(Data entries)
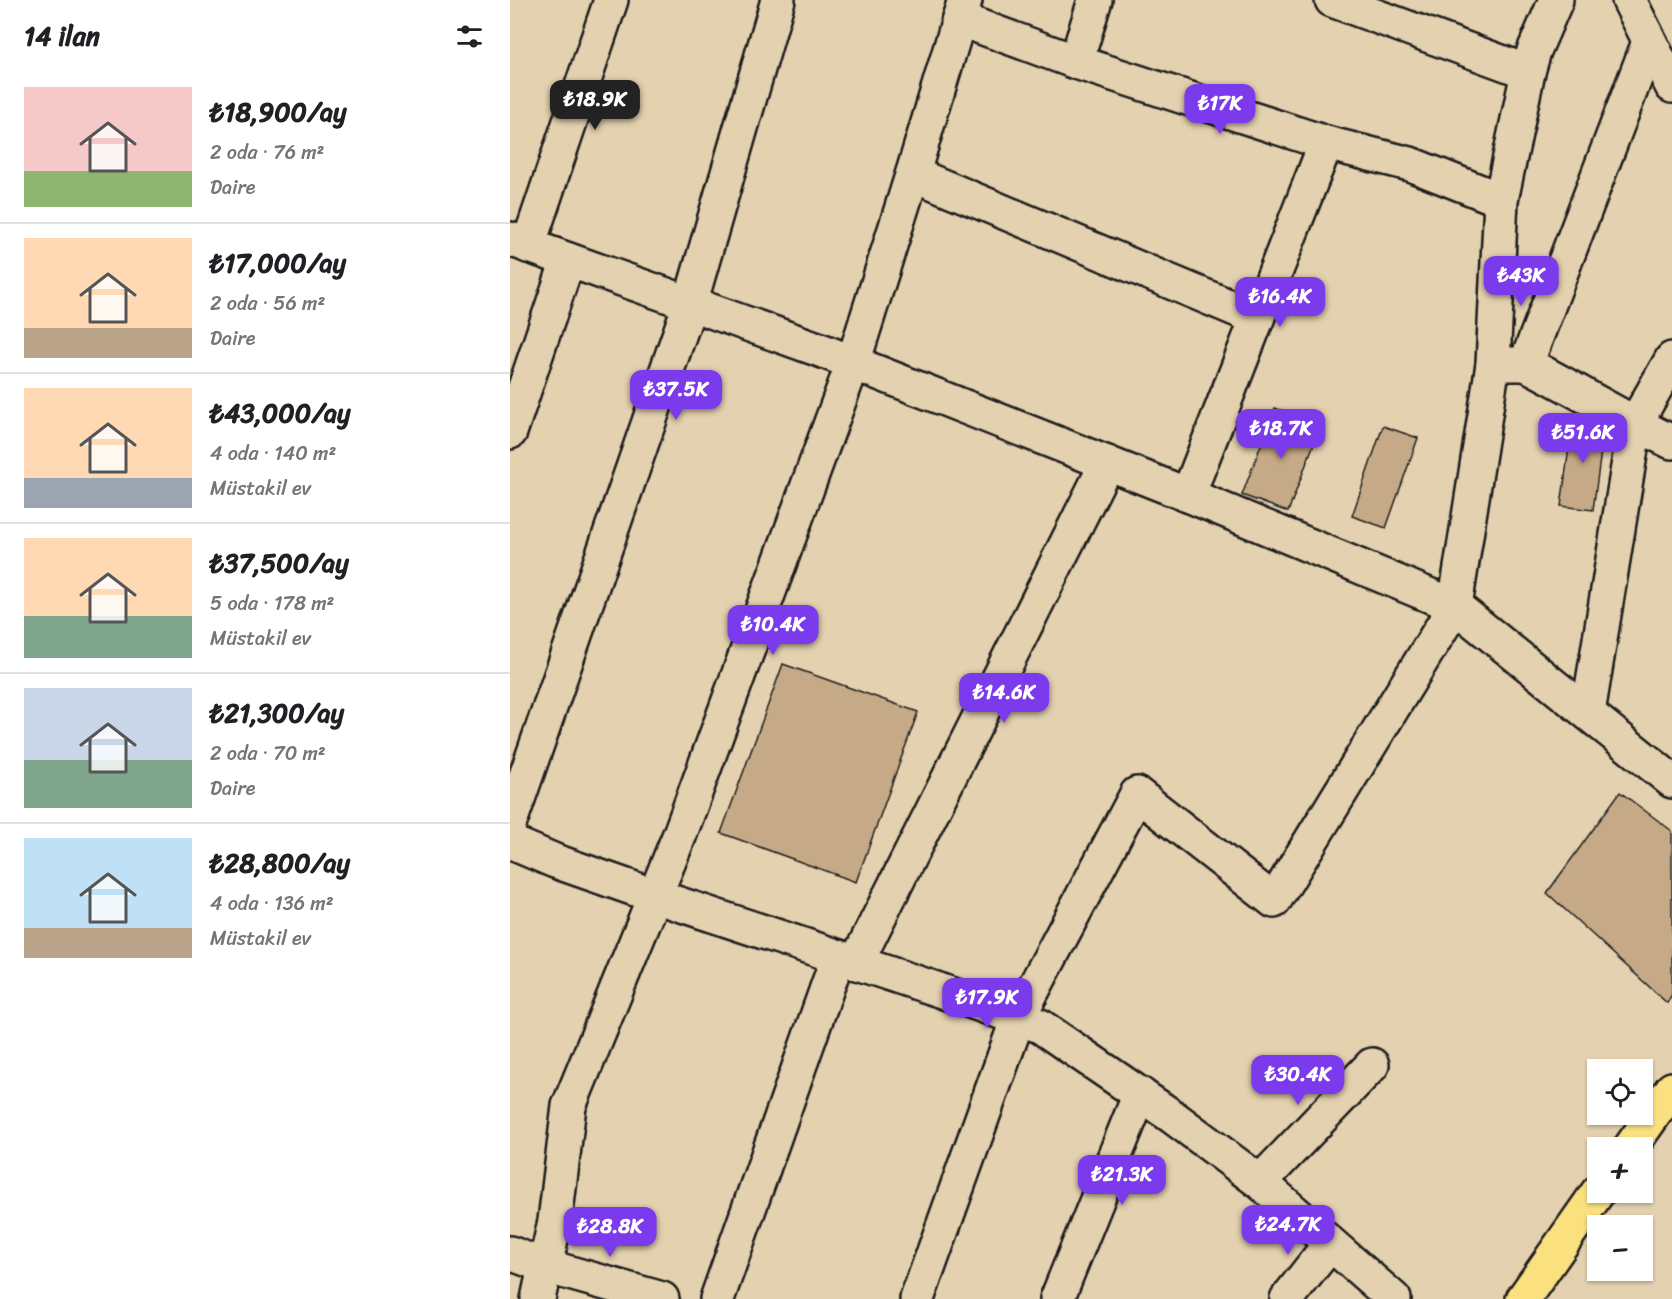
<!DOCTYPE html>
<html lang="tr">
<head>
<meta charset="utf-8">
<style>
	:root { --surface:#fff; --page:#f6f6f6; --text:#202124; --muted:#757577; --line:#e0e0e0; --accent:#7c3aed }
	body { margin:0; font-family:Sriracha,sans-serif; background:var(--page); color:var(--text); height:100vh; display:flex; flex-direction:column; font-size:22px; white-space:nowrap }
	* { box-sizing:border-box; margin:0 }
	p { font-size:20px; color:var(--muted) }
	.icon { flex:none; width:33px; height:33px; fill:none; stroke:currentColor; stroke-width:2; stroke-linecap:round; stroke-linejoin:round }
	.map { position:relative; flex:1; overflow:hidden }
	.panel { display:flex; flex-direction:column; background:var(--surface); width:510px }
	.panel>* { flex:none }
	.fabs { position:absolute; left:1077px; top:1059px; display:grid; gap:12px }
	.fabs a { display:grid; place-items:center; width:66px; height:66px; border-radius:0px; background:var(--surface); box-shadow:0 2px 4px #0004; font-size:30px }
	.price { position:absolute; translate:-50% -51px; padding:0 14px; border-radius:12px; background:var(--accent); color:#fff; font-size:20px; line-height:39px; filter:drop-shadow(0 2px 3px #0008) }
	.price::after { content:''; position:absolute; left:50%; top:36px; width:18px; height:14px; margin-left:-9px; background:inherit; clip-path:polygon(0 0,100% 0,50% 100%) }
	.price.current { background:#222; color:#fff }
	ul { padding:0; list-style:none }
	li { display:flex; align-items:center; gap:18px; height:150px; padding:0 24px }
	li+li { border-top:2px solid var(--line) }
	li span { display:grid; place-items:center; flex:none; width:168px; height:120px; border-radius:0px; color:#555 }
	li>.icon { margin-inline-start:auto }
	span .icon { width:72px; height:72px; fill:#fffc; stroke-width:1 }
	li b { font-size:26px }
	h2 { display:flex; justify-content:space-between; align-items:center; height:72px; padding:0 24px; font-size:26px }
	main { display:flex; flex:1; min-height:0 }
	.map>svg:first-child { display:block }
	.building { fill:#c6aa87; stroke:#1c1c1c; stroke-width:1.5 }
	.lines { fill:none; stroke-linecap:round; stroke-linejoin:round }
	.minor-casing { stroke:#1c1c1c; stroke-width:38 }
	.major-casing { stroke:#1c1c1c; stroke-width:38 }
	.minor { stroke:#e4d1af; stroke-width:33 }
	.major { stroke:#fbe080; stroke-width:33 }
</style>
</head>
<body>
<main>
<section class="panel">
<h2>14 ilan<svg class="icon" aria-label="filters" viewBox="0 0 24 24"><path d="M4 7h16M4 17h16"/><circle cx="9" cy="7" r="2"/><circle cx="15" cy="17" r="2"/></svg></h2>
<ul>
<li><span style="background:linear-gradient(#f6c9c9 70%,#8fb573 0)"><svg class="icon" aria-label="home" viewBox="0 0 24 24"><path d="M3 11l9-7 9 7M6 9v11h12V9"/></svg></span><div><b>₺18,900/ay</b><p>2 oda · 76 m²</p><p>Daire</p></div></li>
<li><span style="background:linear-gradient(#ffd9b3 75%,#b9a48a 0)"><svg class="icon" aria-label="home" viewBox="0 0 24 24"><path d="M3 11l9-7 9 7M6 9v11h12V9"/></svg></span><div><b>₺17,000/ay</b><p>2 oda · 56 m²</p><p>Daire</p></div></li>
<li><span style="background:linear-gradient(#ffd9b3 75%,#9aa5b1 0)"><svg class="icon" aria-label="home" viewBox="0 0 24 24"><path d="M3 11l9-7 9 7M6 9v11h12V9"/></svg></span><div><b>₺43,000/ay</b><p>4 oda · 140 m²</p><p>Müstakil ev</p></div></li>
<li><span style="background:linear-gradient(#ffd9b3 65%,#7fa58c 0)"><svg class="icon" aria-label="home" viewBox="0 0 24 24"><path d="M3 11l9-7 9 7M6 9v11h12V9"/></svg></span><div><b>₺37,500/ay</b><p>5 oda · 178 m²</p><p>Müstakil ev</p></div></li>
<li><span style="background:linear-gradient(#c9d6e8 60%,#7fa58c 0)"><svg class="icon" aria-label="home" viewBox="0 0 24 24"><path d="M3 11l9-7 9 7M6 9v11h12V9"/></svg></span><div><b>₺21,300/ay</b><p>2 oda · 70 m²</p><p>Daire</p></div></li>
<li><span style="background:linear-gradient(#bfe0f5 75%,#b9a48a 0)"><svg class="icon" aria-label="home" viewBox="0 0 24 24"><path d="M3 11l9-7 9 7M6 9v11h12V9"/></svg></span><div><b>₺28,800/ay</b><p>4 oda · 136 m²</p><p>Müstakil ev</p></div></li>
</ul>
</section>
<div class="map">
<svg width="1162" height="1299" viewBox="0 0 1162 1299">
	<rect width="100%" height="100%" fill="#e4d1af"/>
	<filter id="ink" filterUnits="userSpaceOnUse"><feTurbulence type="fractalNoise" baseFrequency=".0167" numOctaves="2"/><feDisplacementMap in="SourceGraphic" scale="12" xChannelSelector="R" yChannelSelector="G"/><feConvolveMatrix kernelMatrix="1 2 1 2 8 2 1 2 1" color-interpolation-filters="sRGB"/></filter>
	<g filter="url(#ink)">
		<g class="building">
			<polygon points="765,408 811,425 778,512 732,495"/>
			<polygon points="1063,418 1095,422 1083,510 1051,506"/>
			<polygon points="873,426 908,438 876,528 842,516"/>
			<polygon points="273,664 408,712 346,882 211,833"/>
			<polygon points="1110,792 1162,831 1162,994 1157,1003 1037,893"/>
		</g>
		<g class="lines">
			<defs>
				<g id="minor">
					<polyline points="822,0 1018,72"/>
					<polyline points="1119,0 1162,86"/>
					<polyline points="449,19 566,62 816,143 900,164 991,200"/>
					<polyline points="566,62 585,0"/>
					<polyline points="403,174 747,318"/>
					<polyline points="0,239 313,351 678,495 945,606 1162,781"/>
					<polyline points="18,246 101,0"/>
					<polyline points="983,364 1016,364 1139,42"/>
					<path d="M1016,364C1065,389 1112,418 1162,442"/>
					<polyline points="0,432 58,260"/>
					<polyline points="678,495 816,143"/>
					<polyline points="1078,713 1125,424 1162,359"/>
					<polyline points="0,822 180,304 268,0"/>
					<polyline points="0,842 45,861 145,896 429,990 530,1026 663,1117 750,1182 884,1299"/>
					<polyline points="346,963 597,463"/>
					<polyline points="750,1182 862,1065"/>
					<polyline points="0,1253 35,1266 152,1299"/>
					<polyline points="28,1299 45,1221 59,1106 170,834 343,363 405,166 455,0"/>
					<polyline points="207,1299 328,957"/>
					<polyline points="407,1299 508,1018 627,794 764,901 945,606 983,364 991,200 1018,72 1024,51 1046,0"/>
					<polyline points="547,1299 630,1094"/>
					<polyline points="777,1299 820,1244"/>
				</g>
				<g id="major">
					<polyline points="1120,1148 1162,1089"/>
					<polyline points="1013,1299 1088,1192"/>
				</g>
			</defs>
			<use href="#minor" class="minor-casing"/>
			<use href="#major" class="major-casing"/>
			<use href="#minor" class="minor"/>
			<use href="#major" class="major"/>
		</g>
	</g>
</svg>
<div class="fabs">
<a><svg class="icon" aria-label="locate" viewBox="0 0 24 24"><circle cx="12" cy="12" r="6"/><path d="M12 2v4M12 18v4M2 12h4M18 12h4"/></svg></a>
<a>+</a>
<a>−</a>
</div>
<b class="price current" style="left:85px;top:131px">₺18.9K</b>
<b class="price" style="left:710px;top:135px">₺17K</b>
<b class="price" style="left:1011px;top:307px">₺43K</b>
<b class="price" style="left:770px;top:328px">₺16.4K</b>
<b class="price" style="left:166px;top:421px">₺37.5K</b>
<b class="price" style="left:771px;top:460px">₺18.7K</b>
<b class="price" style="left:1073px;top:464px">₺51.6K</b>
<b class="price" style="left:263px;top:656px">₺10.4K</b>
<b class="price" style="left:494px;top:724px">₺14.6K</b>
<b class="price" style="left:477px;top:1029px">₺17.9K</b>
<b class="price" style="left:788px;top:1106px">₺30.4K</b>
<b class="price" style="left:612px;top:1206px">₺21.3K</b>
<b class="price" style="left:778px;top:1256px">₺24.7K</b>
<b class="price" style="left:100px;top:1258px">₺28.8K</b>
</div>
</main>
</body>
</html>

• Task description:
Pull every line containing the string "grid" out of the data above and copy it.

• Result:
	.fabs { position:absolute; left:1077px; top:1059px; display:grid; gap:12px }
	.fabs a { display:grid; place-items:center; width:66px; height:66px; border-radius:0px; background:var(--surface); box-shadow:0 2px 4px #0004; font-size:30px }
	li span { display:grid; place-items:center; flex:none; width:168px; height:120px; border-radius:0px; color:#555 }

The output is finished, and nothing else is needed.